What to do
Exact wording is required: transcribe all the entries and leave the images out.

Exercise materials
• • • •

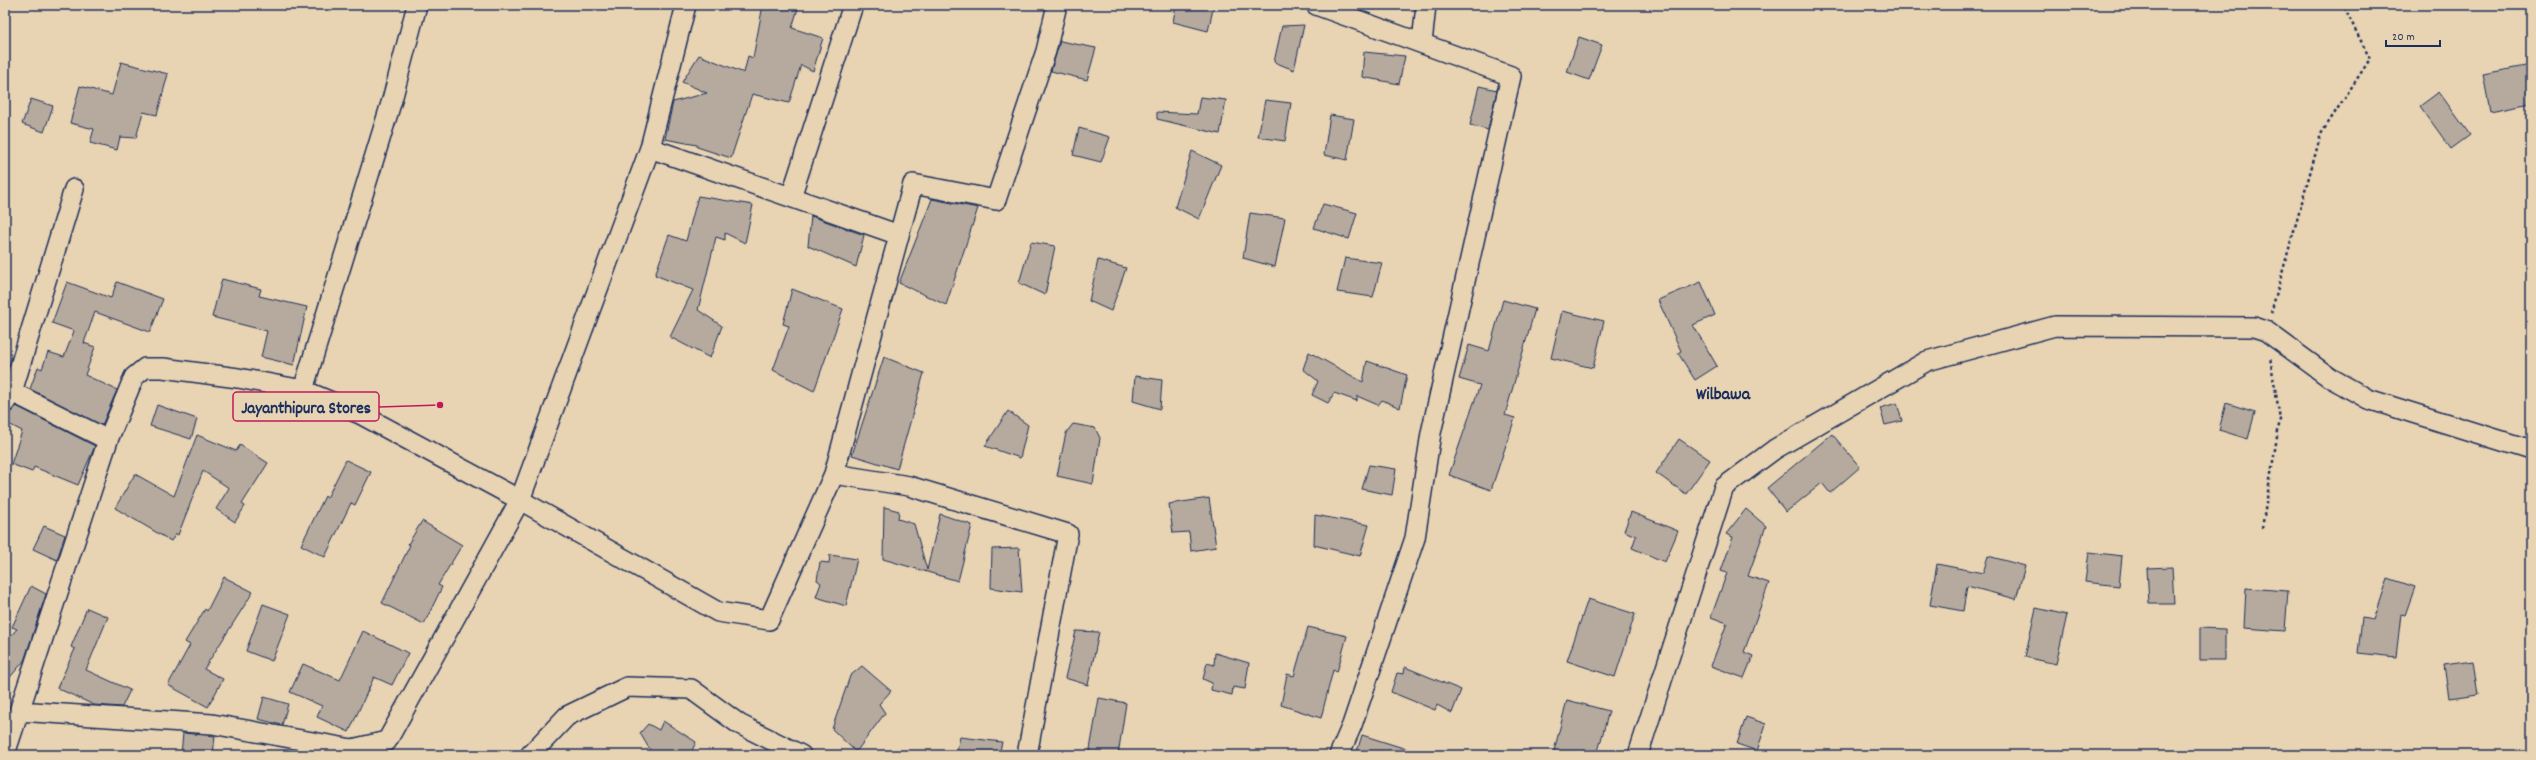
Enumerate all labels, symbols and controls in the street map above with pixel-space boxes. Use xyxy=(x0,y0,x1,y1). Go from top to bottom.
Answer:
scale bar xyxy=(2386,22,2440,48)
text: 20 m xyxy=(2392,29,2415,46)
district label: Wilbawa xyxy=(1696,383,1751,408)
callout: Jayanthipura Stores xyxy=(233,392,379,421)
text: Jayanthipura Stores xyxy=(241,398,371,422)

• • • •

Result
Enumerate all labels, symbols and controls in the street map above with pixel-space boxes. Use xyxy=(x0,y0,x1,y1). Go from top to bottom.
Answer:
scale bar xyxy=(2386,22,2440,48)
text: 20 m xyxy=(2392,29,2415,46)
district label: Wilbawa xyxy=(1696,383,1751,408)
callout: Jayanthipura Stores xyxy=(233,392,379,421)
text: Jayanthipura Stores xyxy=(241,398,371,422)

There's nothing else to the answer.